Saturday, August 13, 2016

On Being a Professional Artist


First off, let me write that this is not a how to guide about how to become a professional artist.  There are hundreds, if not thousands of those out there, most of them geared toward commodifying the artist personality and by extension the artwork.  I’m not sure if following those guides actually help or not, just like I’m not sure whether my two years in an MFA program actually prepared me for a life of a professional artist.  What I can say is that after the MFA professionalism is something that is not given over by a degree or title but acquired, and even if one doesn’t sell the work they make, does that make them a lesser artist?  I suppose that to be a professional in western culture means to make money off of what one does, but does that immediately negate all the artists that slave away in and out of their studios daily who do not have gallery representation or sell their work, do not appear in flashy magazines, do not get to exhibit in the art fairs and biennials around the world, do not have long write ups on art blogs and are generally ignored? 
For me to believe that I am a professional artist I have to have certain criteria met.  I have to be able to make work, which means that I have to have a space to do it, preferably a studio.  I have to be able to communicate with the people I know like and enjoy my work and to get it out to those that may one day like and enjoy my work.  Easy enough I suppose, I have a studio and a computer.  But sending off random emails to curators and galleries is like knocking on a stranger’s door, first you don’t know if anyone is home and second what do you say if they open up?  The elevator speech?
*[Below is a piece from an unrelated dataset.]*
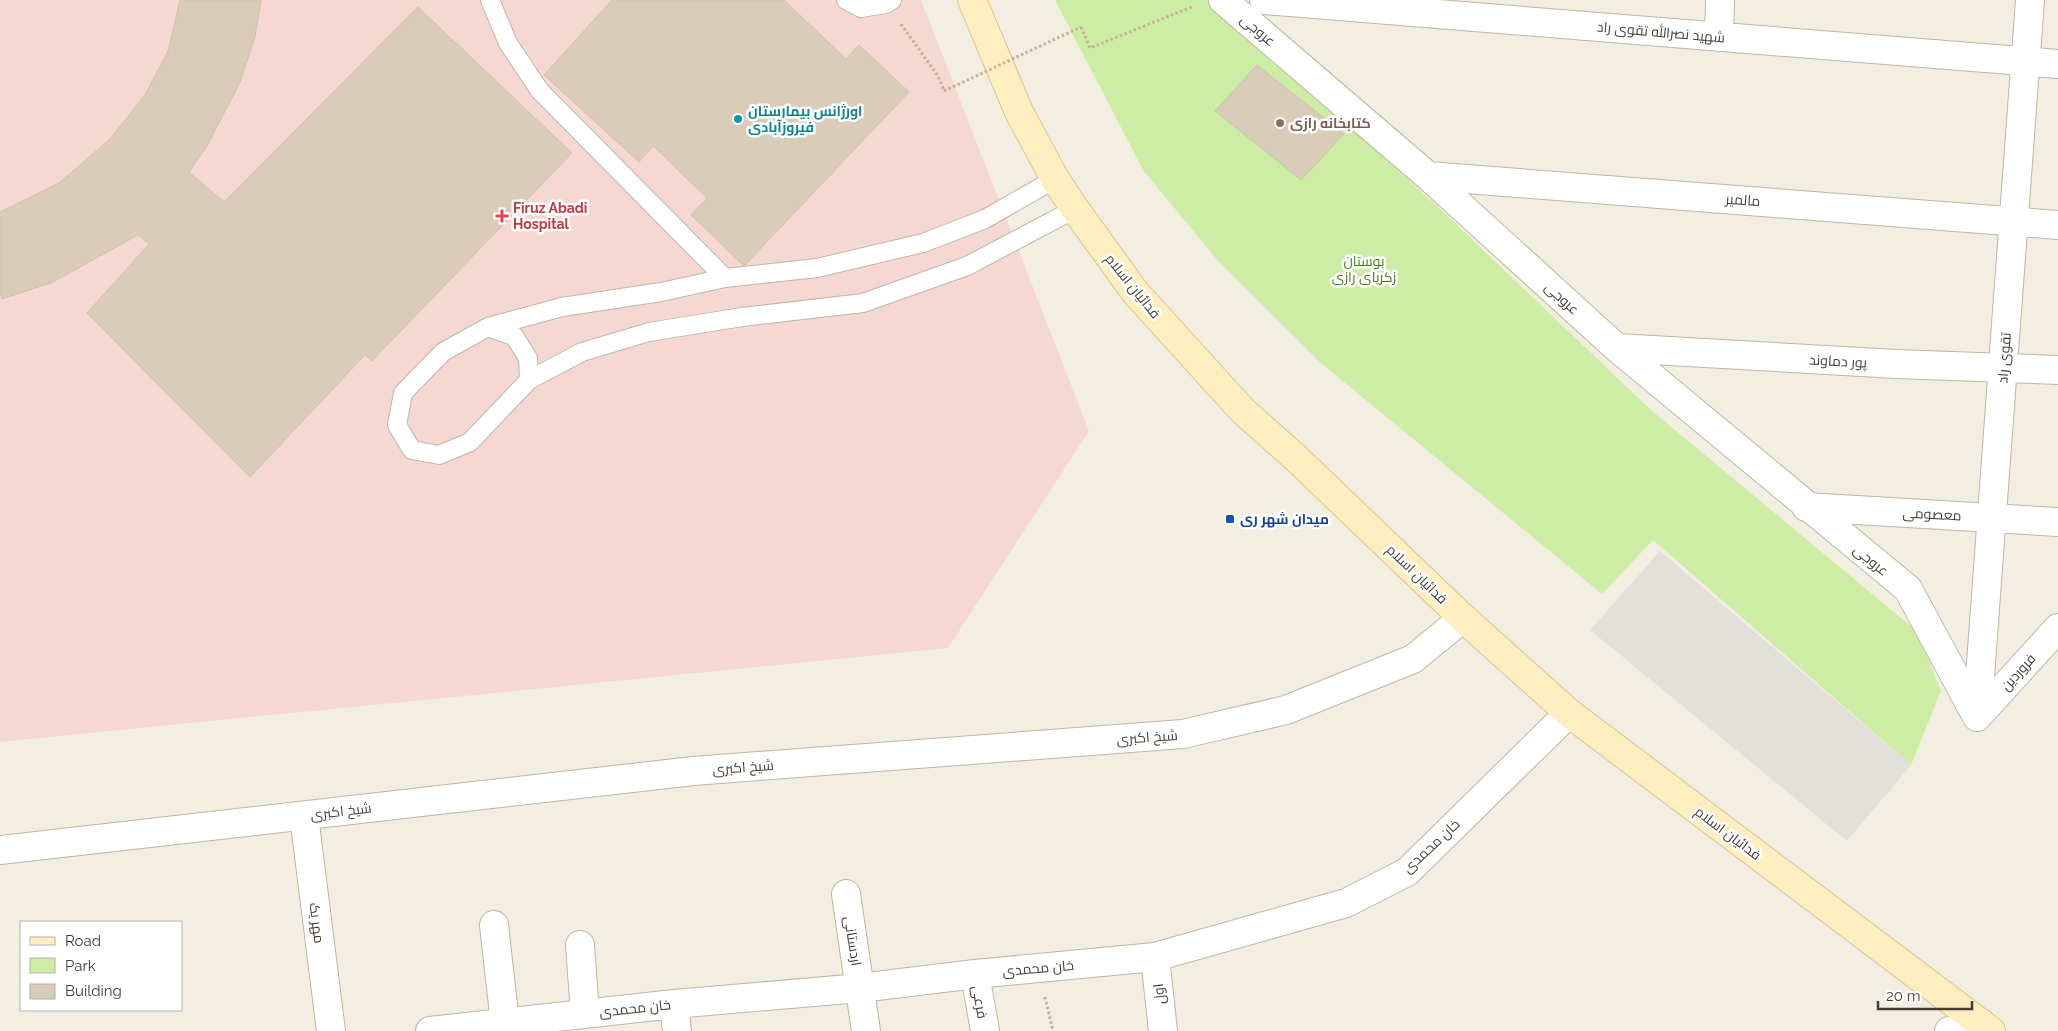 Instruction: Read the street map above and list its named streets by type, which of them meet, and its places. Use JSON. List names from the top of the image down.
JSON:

The ultimate in self-presentation and commodification?  Give me a run-down of what you do and what you are about in 30 seconds. Go! Fair enough, even I understand the merits of this type of presentation.
The road to being a professional artist is a long and arduous one.  But the question is what is wrong with just calling oneself an artist and leaving the word professional out of it?  Some people get there by walking over others, by screaming the loudest, by kissing enough ass along the way.  It would be naïve to think that those people do not exist.  Those artists are not bothered by ethics or common decency, or the dignity of those they callously throw under the bus just so they can get a short step ahead.  But for myself I have to be somewhat naïve to think that those artists will one day end up in the trash heap of history, that their behavior will get them excommunicated, because the reality is that the artworld is filled with people of the most terrible sort, many of whom are at the top of the pile, but just as many are the rank and file, waiting to fill the few spots that might one day become available at the top.
My naiveté is that I believe that the alternative is also possible, that the alternative to the commercial artworld is not only the academic profession, where you have to watch what you say and how you say it. My advice, if one can call it that, is to read whatever you can and listen to whoever you can about being an artist and as soon as you do that, forget everything you read and heard, because those people don’t know shit.  Only you know how to make your work and what’s best for you.  Professionalism destroys art.  An artist has to be first and foremost, free.  

Thursday, August 11, 2016

Made In LA



I can’t stand the word archive anymore.  Every curator is an artist and every artist is a wannabe curator.  The tables have flipped almost perfectly against the artist in every imaginable way when it comes to vanguardism and edginess.  No longer, it seems, does the average artist work with any complex issues, though they may appear that way at first. The artist of today is content with towing the line of populist sentiment, pop and pseudo-philosophy, not even commenting on these issues as much as simply cleverly regurgitating what everyone already knows.  The archive is just one of these recent developments that the artworld better soon forget because it is fucking up a whole generation of artists that could have otherwise been helpful in other lines of work, like the food and service industry.   The ridiculousness of the archive is that as a term it has the right tone and desirability for the elite.  It reeks of academicism, and importance.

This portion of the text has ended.